»»
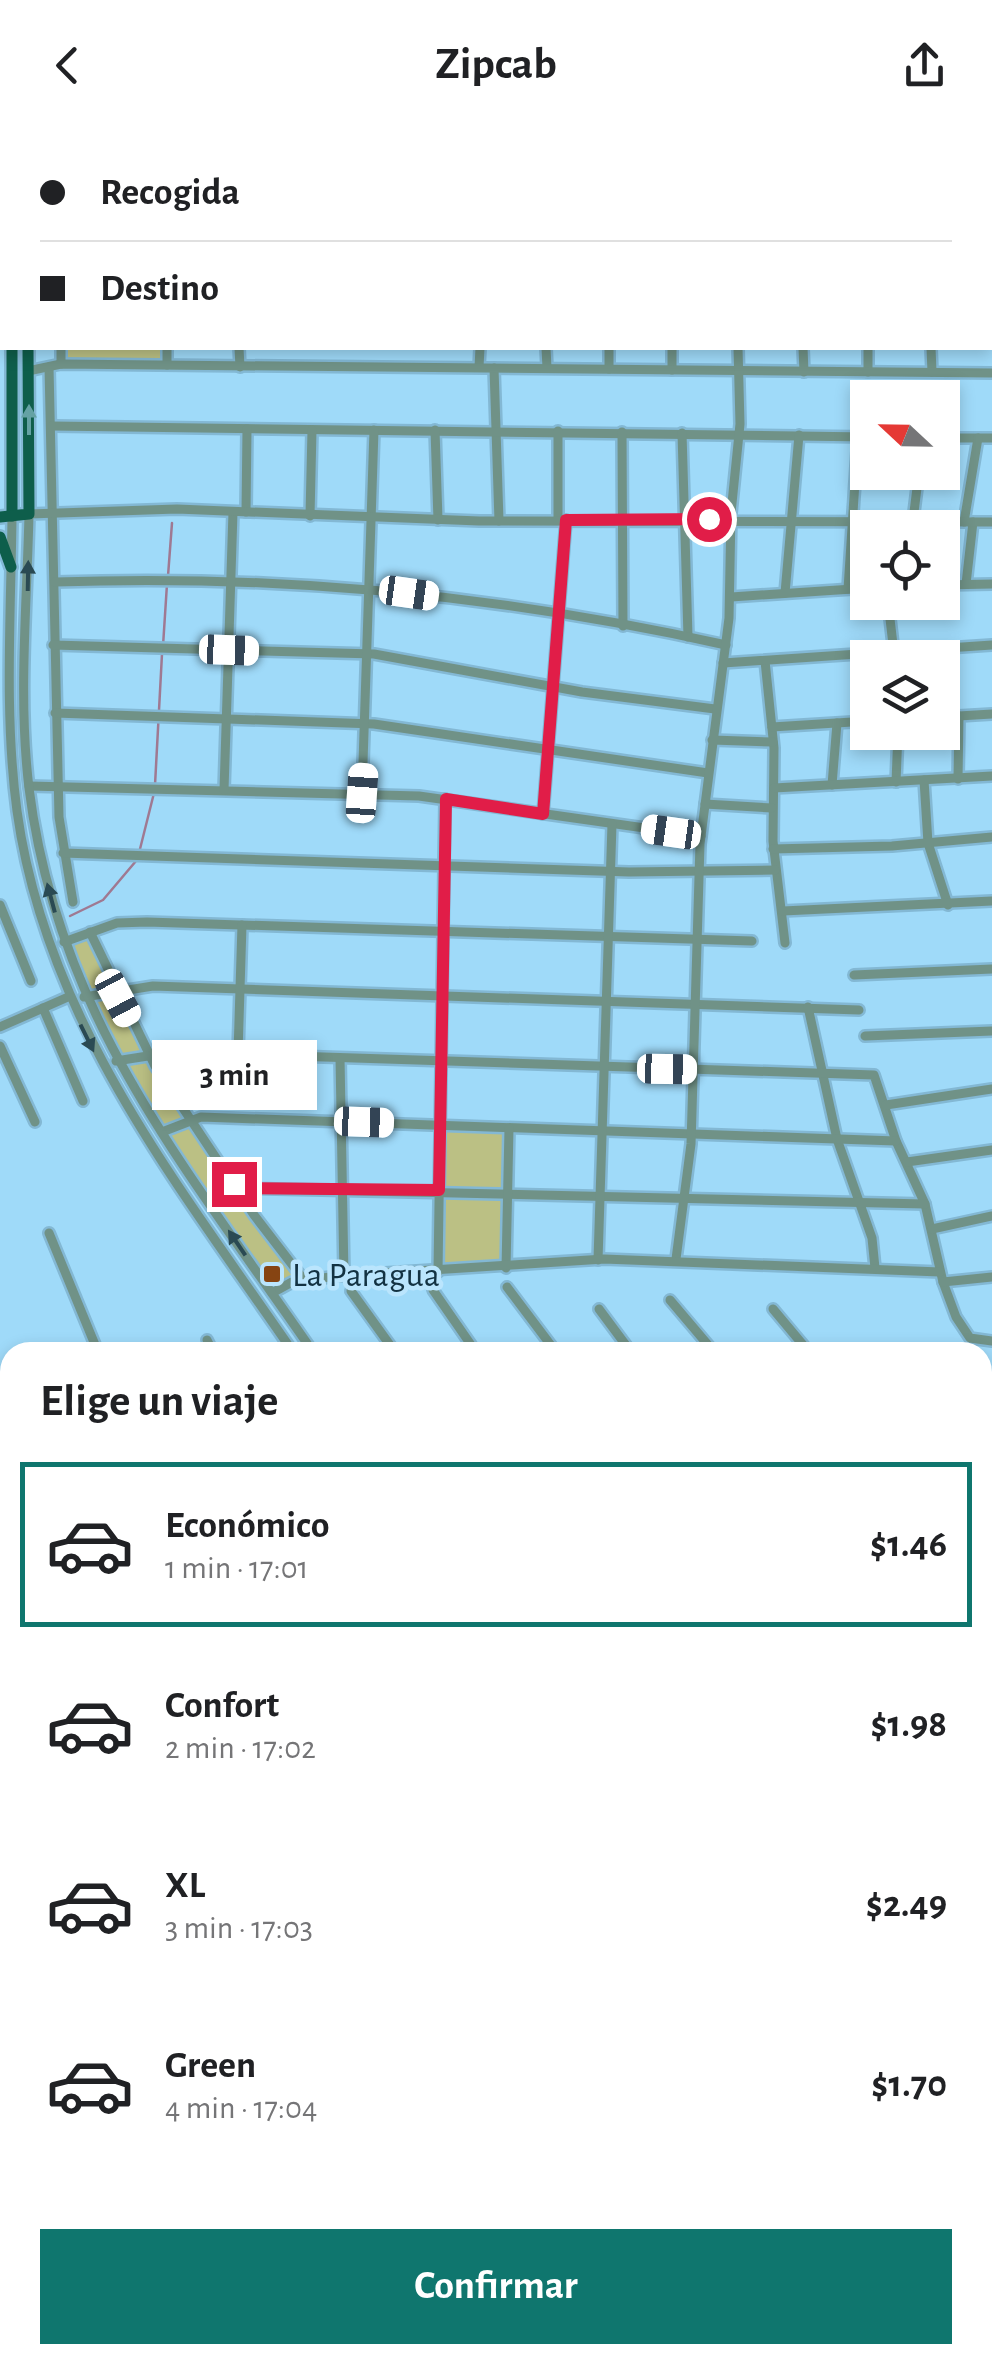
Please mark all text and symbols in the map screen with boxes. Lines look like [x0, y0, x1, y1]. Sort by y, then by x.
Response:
icon: back [40, 38, 95, 93]
icon: share [897, 38, 952, 93]
text: Zipcab [435, 42, 557, 87]
text: Recogida [100, 174, 240, 212]
text: Destino [100, 270, 219, 308]
north arrow [850, 380, 960, 490]
map controls [850, 380, 960, 750]
one-way arrow [21, 404, 37, 436]
route start [687, 497, 732, 542]
button: locate [850, 510, 960, 620]
one-way arrow [20, 559, 36, 591]
car [377, 574, 441, 612]
car [198, 634, 260, 666]
button: layers [850, 640, 960, 750]
car [345, 762, 379, 824]
car [639, 813, 703, 851]
one-way arrow [43, 882, 58, 913]
car [91, 964, 145, 1032]
one-way arrow [78, 1024, 95, 1053]
callout: 3 min [152, 1039, 316, 1109]
car [637, 1053, 697, 1085]
text: 3 min [200, 1059, 269, 1091]
car [333, 1106, 395, 1138]
route end [212, 1162, 257, 1207]
one-way arrow [228, 1230, 247, 1257]
place label: La Paragua [292, 1258, 440, 1293]
marker: La Paragua [261, 1263, 283, 1285]
text: Elige un viaje [40, 1379, 279, 1424]
icon: car [45, 1500, 135, 1590]
text: Económico [165, 1507, 329, 1545]
text: $1.46 [870, 1526, 947, 1564]
text: 1 min · 17:01 [165, 1552, 309, 1584]
icon: car [45, 1680, 135, 1770]
text: Confort [165, 1687, 279, 1725]
text: $1.98 [870, 1706, 947, 1744]
text: 2 min · 17:02 [165, 1732, 316, 1764]
icon: car [45, 1860, 135, 1950]
text: XL [165, 1867, 205, 1905]
text: $2.49 [866, 1886, 947, 1924]
text: 3 min · 17:03 [165, 1912, 313, 1944]
icon: car [45, 2040, 135, 2130]
text: Green [165, 2047, 256, 2085]
text: $1.70 [871, 2066, 947, 2104]
text: 4 min · 17:04 [165, 2092, 317, 2124]
button: Confirmar [40, 2229, 952, 2344]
««
= What is required =
The answer is the whole listing retyped exactly, with pictures omitted.

= Solution to this exercise =
Please mark all text and symbols in the map screen with boxes. Lines look like [x0, y0, x1, y1]. Sort by y, then by x.
Response:
icon: back [40, 38, 95, 93]
icon: share [897, 38, 952, 93]
text: Zipcab [435, 42, 557, 87]
text: Recogida [100, 174, 240, 212]
text: Destino [100, 270, 219, 308]
north arrow [850, 380, 960, 490]
map controls [850, 380, 960, 750]
one-way arrow [21, 404, 37, 436]
route start [687, 497, 732, 542]
button: locate [850, 510, 960, 620]
one-way arrow [20, 559, 36, 591]
car [377, 574, 441, 612]
car [198, 634, 260, 666]
button: layers [850, 640, 960, 750]
car [345, 762, 379, 824]
car [639, 813, 703, 851]
one-way arrow [43, 882, 58, 913]
car [91, 964, 145, 1032]
one-way arrow [78, 1024, 95, 1053]
callout: 3 min [152, 1039, 316, 1109]
car [637, 1053, 697, 1085]
text: 3 min [200, 1059, 269, 1091]
car [333, 1106, 395, 1138]
route end [212, 1162, 257, 1207]
one-way arrow [228, 1230, 247, 1257]
place label: La Paragua [292, 1258, 440, 1293]
marker: La Paragua [261, 1263, 283, 1285]
text: Elige un viaje [40, 1379, 279, 1424]
icon: car [45, 1500, 135, 1590]
text: Económico [165, 1507, 329, 1545]
text: $1.46 [870, 1526, 947, 1564]
text: 1 min · 17:01 [165, 1552, 309, 1584]
icon: car [45, 1680, 135, 1770]
text: Confort [165, 1687, 279, 1725]
text: $1.98 [870, 1706, 947, 1744]
text: 2 min · 17:02 [165, 1732, 316, 1764]
icon: car [45, 1860, 135, 1950]
text: XL [165, 1867, 205, 1905]
text: $2.49 [866, 1886, 947, 1924]
text: 3 min · 17:03 [165, 1912, 313, 1944]
icon: car [45, 2040, 135, 2130]
text: Green [165, 2047, 256, 2085]
text: $1.70 [871, 2066, 947, 2104]
text: 4 min · 17:04 [165, 2092, 317, 2124]
button: Confirmar [40, 2229, 952, 2344]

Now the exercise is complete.